Records to process section start

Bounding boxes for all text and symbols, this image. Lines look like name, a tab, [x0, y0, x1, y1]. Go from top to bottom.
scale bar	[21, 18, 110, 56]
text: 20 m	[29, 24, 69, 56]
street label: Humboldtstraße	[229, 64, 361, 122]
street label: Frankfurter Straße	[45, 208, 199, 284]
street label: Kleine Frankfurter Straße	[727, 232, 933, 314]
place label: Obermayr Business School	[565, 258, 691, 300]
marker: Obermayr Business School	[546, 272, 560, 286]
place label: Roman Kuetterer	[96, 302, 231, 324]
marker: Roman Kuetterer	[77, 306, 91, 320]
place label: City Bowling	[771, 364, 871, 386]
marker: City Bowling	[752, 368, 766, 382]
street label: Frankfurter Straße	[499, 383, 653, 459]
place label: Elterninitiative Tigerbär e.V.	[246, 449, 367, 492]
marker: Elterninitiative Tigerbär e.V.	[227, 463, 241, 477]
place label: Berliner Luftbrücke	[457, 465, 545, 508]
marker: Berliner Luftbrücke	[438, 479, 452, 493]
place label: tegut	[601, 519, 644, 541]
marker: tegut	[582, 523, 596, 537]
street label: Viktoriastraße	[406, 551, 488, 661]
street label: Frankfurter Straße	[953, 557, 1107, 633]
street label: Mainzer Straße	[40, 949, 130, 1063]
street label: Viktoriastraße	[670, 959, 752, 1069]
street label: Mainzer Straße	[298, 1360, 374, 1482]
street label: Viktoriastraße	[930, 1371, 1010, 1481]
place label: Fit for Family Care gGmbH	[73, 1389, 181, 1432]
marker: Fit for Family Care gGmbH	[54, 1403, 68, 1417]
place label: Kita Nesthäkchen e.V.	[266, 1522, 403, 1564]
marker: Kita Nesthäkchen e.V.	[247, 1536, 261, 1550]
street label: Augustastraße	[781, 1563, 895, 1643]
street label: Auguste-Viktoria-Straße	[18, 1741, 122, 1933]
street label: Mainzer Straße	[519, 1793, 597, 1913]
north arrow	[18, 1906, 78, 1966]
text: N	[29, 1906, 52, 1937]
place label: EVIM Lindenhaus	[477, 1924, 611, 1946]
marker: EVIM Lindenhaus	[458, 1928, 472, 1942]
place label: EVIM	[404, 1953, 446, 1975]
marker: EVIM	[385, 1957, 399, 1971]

Records to process section end

### How to complete this task
Copy out the records once more, with nothing altered.

### Response below
Bounding boxes for all text and symbols, this image. Lines look like name, a tab, [x0, y0, x1, y1]. Go from top to bottom.
scale bar	[21, 18, 110, 56]
text: 20 m	[29, 24, 69, 56]
street label: Humboldtstraße	[229, 64, 361, 122]
street label: Frankfurter Straße	[45, 208, 199, 284]
street label: Kleine Frankfurter Straße	[727, 232, 933, 314]
place label: Obermayr Business School	[565, 258, 691, 300]
marker: Obermayr Business School	[546, 272, 560, 286]
place label: Roman Kuetterer	[96, 302, 231, 324]
marker: Roman Kuetterer	[77, 306, 91, 320]
place label: City Bowling	[771, 364, 871, 386]
marker: City Bowling	[752, 368, 766, 382]
street label: Frankfurter Straße	[499, 383, 653, 459]
place label: Elterninitiative Tigerbär e.V.	[246, 449, 367, 492]
marker: Elterninitiative Tigerbär e.V.	[227, 463, 241, 477]
place label: Berliner Luftbrücke	[457, 465, 545, 508]
marker: Berliner Luftbrücke	[438, 479, 452, 493]
place label: tegut	[601, 519, 644, 541]
marker: tegut	[582, 523, 596, 537]
street label: Viktoriastraße	[406, 551, 488, 661]
street label: Frankfurter Straße	[953, 557, 1107, 633]
street label: Mainzer Straße	[40, 949, 130, 1063]
street label: Viktoriastraße	[670, 959, 752, 1069]
street label: Mainzer Straße	[298, 1360, 374, 1482]
street label: Viktoriastraße	[930, 1371, 1010, 1481]
place label: Fit for Family Care gGmbH	[73, 1389, 181, 1432]
marker: Fit for Family Care gGmbH	[54, 1403, 68, 1417]
place label: Kita Nesthäkchen e.V.	[266, 1522, 403, 1564]
marker: Kita Nesthäkchen e.V.	[247, 1536, 261, 1550]
street label: Augustastraße	[781, 1563, 895, 1643]
street label: Auguste-Viktoria-Straße	[18, 1741, 122, 1933]
street label: Mainzer Straße	[519, 1793, 597, 1913]
north arrow	[18, 1906, 78, 1966]
text: N	[29, 1906, 52, 1937]
place label: EVIM Lindenhaus	[477, 1924, 611, 1946]
marker: EVIM Lindenhaus	[458, 1928, 472, 1942]
place label: EVIM	[404, 1953, 446, 1975]
marker: EVIM	[385, 1957, 399, 1971]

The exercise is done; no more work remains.